CIAIKOVSKIJ

Pyotr_Ilyich_Tchaikovsky_1Piotr Ilic Ciaikovskij vita e biografia

Ciaikovskij (Tchaikovsky), compositore russo, è nato il 7 maggio del 1840 a Kamsko-Votkinsk in Russia, il padre era un ingegnere minerario ucraino e la madre, una donna di nobili origini francesi. Iniziò a studiare il pianoforte a soli sette anni e poi continuò gli studi musicali fino al 1865, al conservatorio di San Pietroburgo. Nominato professore di teoria e armonia al conservatorio di Mosca, Piotr Ilic Ciaikovskij sposa una sua giovane ammiratrice, che gli aveva scritto dichiarandogli il suo amore. L’unione è subito piena di contrasti dopo solo quattordici giorni il compositore tenta il suicidio, poi in piena crisi isterica fugge a San Pietroburgo, separandosi dalla moglie dopo appena sei settimane dal matrimonio.

La naturale predisposizione di Ciaikovskij a delicati stati d’animo, lo portano ad avvolgere le sue composizioni in una atmosfera musicale di malinconica tenerezza, dove la sensibilità decadente del compositore indulge un poco al sentimentalismo riuscendo a coniugare la tradizione musicale popolare russa con la sensibilità musicale e culturale francese e tedesca, nella realizzazione di un linguaggio sicuramente personale, ma non di portata  “nazionale”. Piotr Ilic Ciaikovskij, instaura una intensa corrispondenza con una ricca e colta vedova che diventa la sua mecenate garantendogli 6000 rubli all’anno perché il compositore fosse libero di dedicarsi completamente alla musica di cui lei è una appassionata ed esperta ammiratrice.
Ciaikovskij, oltre ad essere uno dei più stimati compositori dell’Ottocento, è anche uno dei padri (sotto l’aspetto musicale) del balletto classico: la musica da lui dedicata al balletto è sempre stata scritta tenendo ben presente le esigenze coreografiche, lasciandosi influenzare dalle necessità ritmiche dei ballerini.

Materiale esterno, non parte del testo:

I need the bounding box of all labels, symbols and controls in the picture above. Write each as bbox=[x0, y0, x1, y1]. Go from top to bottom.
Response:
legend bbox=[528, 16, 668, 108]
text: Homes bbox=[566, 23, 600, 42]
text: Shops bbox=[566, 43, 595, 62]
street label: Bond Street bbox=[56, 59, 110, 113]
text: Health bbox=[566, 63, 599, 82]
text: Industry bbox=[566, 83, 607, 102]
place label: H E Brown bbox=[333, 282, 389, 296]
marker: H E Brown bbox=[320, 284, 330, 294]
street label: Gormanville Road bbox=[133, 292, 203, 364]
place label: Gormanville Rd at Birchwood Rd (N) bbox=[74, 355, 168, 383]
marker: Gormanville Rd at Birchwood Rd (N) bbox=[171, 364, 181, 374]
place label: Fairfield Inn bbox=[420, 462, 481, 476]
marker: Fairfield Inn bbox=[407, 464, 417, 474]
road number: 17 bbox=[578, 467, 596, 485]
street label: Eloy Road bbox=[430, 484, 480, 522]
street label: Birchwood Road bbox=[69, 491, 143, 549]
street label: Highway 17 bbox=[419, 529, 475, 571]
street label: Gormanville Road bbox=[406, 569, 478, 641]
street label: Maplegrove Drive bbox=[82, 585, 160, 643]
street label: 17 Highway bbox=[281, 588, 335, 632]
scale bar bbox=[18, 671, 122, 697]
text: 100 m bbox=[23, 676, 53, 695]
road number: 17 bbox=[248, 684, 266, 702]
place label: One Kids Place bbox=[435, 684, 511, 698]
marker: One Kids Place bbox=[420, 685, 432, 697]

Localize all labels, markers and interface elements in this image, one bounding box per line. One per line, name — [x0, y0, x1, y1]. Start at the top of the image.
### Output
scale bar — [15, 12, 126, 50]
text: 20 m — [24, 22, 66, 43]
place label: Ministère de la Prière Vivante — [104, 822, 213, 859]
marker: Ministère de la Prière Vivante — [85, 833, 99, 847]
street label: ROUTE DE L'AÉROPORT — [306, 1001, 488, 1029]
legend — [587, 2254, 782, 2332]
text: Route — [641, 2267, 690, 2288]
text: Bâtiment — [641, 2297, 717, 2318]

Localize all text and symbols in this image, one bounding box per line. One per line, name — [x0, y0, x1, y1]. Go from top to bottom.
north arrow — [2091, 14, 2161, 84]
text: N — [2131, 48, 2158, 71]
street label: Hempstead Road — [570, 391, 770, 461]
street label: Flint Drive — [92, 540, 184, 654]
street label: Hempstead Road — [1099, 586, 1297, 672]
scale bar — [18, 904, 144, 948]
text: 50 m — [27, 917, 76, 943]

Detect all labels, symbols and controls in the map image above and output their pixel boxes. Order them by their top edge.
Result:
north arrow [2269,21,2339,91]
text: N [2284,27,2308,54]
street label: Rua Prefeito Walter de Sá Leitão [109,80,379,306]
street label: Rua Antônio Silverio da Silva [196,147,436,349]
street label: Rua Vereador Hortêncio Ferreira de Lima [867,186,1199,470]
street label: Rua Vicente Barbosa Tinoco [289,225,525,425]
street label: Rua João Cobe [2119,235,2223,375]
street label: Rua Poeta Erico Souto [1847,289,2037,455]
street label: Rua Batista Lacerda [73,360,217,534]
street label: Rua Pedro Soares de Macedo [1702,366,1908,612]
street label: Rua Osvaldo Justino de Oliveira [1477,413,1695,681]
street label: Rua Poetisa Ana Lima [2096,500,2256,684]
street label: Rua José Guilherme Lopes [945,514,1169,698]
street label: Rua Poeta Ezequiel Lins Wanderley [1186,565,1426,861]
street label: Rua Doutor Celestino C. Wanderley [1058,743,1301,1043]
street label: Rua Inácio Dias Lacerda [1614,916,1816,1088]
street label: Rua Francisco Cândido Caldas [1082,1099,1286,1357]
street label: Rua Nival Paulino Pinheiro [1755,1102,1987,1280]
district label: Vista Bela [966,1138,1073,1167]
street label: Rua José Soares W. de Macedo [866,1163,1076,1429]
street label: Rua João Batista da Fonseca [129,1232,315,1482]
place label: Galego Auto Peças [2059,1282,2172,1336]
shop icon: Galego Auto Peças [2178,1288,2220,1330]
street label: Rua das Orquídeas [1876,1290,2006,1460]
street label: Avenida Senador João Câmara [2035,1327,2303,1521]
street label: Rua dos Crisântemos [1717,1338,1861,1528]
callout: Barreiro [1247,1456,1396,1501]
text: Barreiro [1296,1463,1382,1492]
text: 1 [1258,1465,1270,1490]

La vita privata di Ciaikovskij scorre sempre in modo complicato e verso il 1890, la sua ammiratrice e mecenate, improvvisamente interruppe qualsiasi contatto con lui, fortunatamente proprio in questo periodo Ciaikovskij raccoglie i primi grandi successi in Europa e negli Stati Uniti. Solo nove giorni dopo la prima della sua “Sesta Sinfonia (La Patetica)“, Ciaikovskij muore a San Pietroburgo il 6 novembre del 1893. E’ opinione diffusa che Ciaikovskij si sia suicidato, anche se il modo e le circostanze sono ancora incerte: si è parlato di colera, contratto bevendo acqua infetta.

Ciaikovskij è autore di diverse opere teatrali, fra cui la Dama di picche e Eugenio Oneghin. I suoi balletti, “Il lago dei cigni”, “La bella addormentata nel bosco” e “Lo schiaccianoci” sono ancora oggi famosi in tutto il mondo. Celebri per la loro vibrante intensità i tre Concerti per pianoforte e orchestra, fra cui il famoso Concerto n.1 op.23.